Your task is to copy each line of the listing that contains the word "strong".

—————

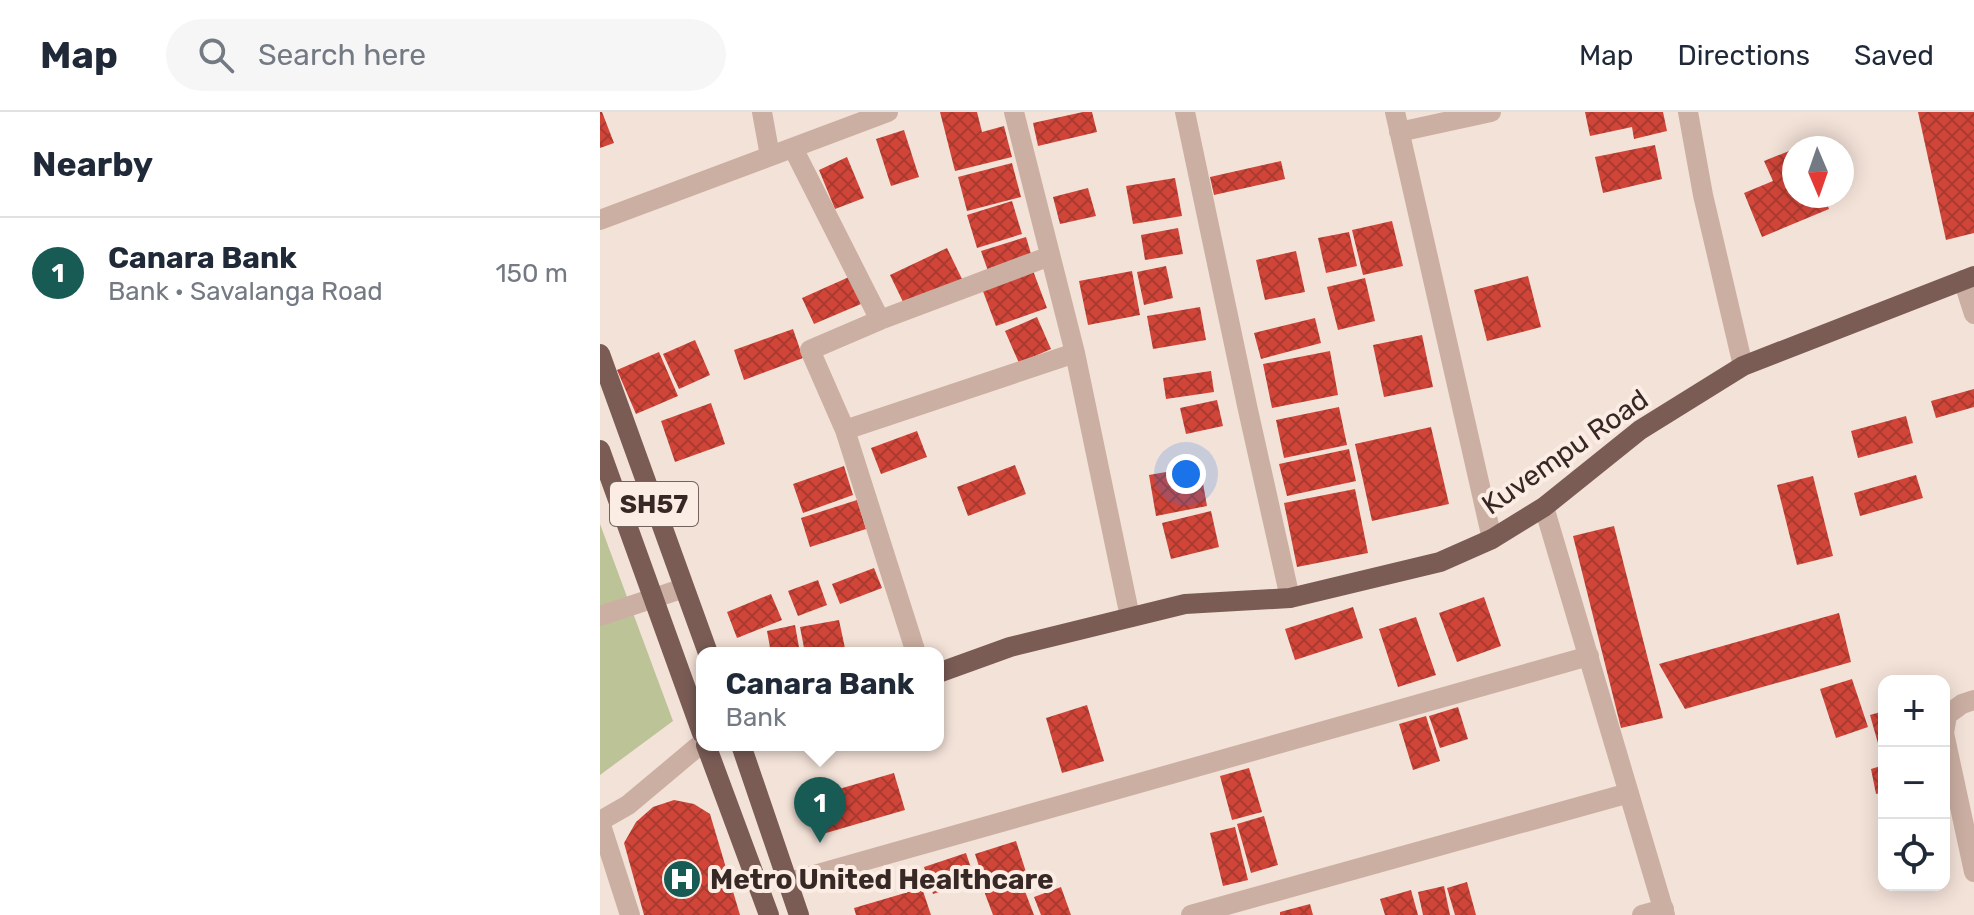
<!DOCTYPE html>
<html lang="en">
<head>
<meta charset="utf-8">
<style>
	:root { --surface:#fff; --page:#f6f6f7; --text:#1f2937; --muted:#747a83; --line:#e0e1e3; --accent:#185b55 }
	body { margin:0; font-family:Rubik,sans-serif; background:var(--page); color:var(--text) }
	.controls { position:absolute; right:24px; bottom:24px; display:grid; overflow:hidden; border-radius:16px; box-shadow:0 4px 20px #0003 }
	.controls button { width:72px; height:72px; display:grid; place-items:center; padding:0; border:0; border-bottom:2px solid var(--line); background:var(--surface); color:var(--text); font:40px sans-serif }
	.compass { position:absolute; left:1182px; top:24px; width:72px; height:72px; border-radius:50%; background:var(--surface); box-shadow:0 4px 20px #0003; rotate:178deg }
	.you { position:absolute; left:586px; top:362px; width:28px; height:28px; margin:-20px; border:6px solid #fff; border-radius:50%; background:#1a73e8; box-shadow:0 0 0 12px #1a73e833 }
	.badge { display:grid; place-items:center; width:52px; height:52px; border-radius:50%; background:var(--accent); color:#fff; font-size:26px; font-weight:700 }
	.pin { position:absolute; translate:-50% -66px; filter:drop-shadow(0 2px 4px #0008) }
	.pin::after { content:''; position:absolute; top:42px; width:28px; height:24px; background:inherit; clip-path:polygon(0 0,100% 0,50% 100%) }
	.popup { position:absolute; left:96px; top:535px; width:248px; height:104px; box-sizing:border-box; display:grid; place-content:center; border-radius:16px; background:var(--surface); filter:drop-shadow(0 2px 6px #0005); font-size:26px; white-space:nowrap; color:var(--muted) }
	.popup b { font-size:30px; color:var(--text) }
	.popup::after { content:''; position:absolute; left:50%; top:100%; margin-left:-16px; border:16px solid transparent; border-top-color:var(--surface) }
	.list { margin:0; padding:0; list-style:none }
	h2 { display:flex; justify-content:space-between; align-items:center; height:104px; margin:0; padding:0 32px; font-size:34px }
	h2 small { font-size:26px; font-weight:400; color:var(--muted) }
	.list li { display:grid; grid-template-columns:52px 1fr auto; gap:24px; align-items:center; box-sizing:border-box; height:112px; padding:0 32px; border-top:2px solid var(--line) }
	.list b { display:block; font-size:30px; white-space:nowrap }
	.list p { margin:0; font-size:26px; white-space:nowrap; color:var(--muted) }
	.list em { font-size:26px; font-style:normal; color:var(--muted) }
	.icon { flex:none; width:44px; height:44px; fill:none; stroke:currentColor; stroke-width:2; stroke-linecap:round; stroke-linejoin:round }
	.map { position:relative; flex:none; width:1374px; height:803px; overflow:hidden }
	header { display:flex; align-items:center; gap:48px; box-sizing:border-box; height:112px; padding:0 40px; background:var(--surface); border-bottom:2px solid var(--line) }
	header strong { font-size:38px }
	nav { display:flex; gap:44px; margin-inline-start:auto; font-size:28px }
	.search { width:560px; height:72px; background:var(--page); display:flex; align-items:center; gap:20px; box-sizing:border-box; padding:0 28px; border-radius:44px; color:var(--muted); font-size:30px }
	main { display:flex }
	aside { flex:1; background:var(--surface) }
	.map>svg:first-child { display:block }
	.garden { fill:#bcc397 }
	.building { fill:url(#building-cross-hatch) }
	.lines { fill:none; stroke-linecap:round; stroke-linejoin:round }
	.minor { stroke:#ccafa3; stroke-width:20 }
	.major { stroke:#7a5c55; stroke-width:20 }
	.labels { text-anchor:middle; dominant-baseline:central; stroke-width:8; stroke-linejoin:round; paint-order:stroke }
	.shield { fill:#fbede4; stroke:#72635f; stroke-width:2 }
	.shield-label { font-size:26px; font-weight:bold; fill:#372826 }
	.street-label { font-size:28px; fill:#372826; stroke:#fbede4 }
	.poi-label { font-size:28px; font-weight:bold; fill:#372826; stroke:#fbede4; text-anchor:start }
</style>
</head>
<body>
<header>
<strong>Map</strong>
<div class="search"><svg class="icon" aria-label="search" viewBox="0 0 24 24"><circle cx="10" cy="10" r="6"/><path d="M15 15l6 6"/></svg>Search here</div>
<nav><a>Map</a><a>Directions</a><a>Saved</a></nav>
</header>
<main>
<aside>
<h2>Nearby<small></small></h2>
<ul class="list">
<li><span class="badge">1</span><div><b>Canara Bank</b><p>Bank · Savalanga Road</p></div><em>150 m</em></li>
</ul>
</aside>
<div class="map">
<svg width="1374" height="803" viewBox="0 0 1374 803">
	<defs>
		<pattern id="building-cross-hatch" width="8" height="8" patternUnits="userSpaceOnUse" patternTransform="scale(2)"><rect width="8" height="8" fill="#d14539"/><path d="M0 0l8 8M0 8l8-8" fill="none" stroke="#aa3a30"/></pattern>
	</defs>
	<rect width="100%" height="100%" fill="#f3e2d8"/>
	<!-- garden -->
	<path class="garden" d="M0,412L73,609L0,663Z"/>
	<!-- building -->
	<path class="building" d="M0,0H2L14,31L0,36Z
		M340,0H377L382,20L404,14L412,45L355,59Z
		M483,0H492L497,20L438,34L433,11Z
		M985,0H1063L1067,19L1034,27L1032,15L990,24Z
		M1318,0H1374V121L1346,128Z
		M304,18L319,65L291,74L276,27Z
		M1055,33L1062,67L1003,81L995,45Z
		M1194,37V84H1224L1229,97L1162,125L1144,81L1173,69L1164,49Z
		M247,45L264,86L235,97L219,58Z
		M681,49L685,67L614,83L610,65Z
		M412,51L421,85L367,99L358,65Z
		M575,66L582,104L533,112L526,74Z
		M488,76L496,104L460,112L453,85Z
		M412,89L422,122L377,136L367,103Z
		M792,109L803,154L763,163L752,118Z
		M578,116L583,142L545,148L541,123Z
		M749,120L757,154L726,161L718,126Z
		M426,125L432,145L388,159L381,139Z
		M347,136L363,169L306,196L290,163Z
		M696,139L705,180L665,188L656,148Z
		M566,154L573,186L544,193L537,160Z
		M432,156L447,196L396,214L381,174Z
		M532,159L540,203L488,213L479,169Z
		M928,164L941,215L887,229L874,178Z
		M249,165L261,192L214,212L202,186Z
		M765,166L775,209L738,218L727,175Z
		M600,195L606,228L553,237L547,204Z
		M437,205L451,237L419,251L405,219Z
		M715,206L721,231L661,247L654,221Z
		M193,217L203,246L144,268L134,238Z
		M822,223L833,275L784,285L773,233Z
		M95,228L110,263L79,277L63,242Z
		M730,239L738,283L672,296L663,252Z
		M59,240L78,284L36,302L17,258Z
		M611,259L614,280L566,287L563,266Z
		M1374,277V295L1336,306L1331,289Z
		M617,288L623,314L586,322L580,296Z
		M111,291L125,332L75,350L61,309Z
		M739,295L747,333L684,346L676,308Z
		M1306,304L1313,331L1258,346L1251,319Z
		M831,315L849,392L772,409L755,332Z
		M317,319L327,345L281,362L271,336Z
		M749,337L756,369L687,384L679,352Z
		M415,353L426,382L368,404L357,375Z
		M244,354L253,383L203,401L193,372Z
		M600,354L607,394L556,404L549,363Z
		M1316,363L1323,386L1260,404L1254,381Z
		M1213,364L1233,444L1197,453L1177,373Z
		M755,377L768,441L697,455L684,391Z
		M257,388L266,417L210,435L201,406Z
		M611,399L619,435L571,447L562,411Z
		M1014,414L1063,606L1021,616L973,424Z
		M274,456L282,476L240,492L232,472Z
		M218,468L227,493L198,504L188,479Z
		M171,482L182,508L137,526L127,500Z
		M884,485L901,534L857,550L839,501Z
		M753,495L763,526L695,548L685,517Z
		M1239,501L1251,550L1085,597L1059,552Z
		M816,505L836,563L798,575L779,517Z
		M239,508L246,541H205L200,515Z
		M195,513L200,541H171L167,519Z
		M1252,567L1268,615L1236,626L1220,577Z
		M487,593L504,649L462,661L446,606Z
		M858,595L868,627L840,636L829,604Z
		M1284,599V641L1281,642L1270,603Z
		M826,604L840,649L813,658L799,612Z
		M1284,653V680L1276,682L1271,657Z
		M649,656L662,700L632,708L620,664Z
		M294,661L305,698L226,721L215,684Z
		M74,688L94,692L110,702L140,803H44L24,731L36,710L53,695Z
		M664,704L678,753L651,761L637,712Z
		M635,715L648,768L623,774L610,721Z
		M416,729L426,760L385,773L375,742Z
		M366,741L375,768L333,782L324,755Z
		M420,766L434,803H393L384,779Z
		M867,770L876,803H855L847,776Z
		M844,774L850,803H823L818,780Z
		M461,775L471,803H441L434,785Z
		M322,776L331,803H256L254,796Z
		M811,778L818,803H785L780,787Z
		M710,792L713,803H680V800Z"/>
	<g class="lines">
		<!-- minor -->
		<path class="minor" d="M162,0L170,44
			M414,0L475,241L530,505
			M585,0L648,298L690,486
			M795,0L892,427
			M1088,0L1103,83L1143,254
			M799,20L891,0
			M193,36L280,208
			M0,108L288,0
			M1363,168L1374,202
			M245,318L210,238L280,208L450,144
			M944,395L1065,803
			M0,504L84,476
			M316,541L245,318L475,241
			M1374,588L1362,592L1347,603L1344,621L1374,760
			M0,709L28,693L102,631
			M0,710L30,803
			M189,770L989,544
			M591,803L1029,681
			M1042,803L1064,797"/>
		<!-- major -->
		<path class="major" d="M0,242L108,541
			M0,338L102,621
			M338,561L410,535L585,492L690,486L840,450L892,427L944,395L1040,318L1143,254L1374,164
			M106,633L169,803
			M141,633L199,803"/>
	</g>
	<!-- icons -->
	<defs>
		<g id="hospital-disc" transform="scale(2)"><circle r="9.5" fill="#185b55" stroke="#fbede4"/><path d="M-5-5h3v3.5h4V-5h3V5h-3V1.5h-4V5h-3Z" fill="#fff"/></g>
	</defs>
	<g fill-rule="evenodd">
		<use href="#hospital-disc" x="82" y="767"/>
	</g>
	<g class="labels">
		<!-- shield labels -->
		<rect class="shield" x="10" y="370" width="88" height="44" rx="6"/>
		<g class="shield-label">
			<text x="54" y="392">SH57</text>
		</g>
		<!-- street labels -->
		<g class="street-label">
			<text transform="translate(965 340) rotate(-35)">Kuvempu Road</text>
		</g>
		<!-- poi labels -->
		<g class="poi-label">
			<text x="110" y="767">Metro United Healthcare</text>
		</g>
	</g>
</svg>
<div class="controls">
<button>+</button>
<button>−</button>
<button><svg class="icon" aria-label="locate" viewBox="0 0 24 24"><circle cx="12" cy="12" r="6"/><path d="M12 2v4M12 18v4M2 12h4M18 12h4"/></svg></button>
</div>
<svg class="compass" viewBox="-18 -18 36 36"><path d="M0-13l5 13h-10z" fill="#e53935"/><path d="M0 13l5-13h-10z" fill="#747a83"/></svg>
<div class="you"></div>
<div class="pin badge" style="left:220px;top:731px">1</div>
<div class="popup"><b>Canara Bank</b>Bank</div>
</div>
</main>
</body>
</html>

—————

### [SOLUTION FOR THIS TASK]
	header strong { font-size:38px }
<strong>Map</strong>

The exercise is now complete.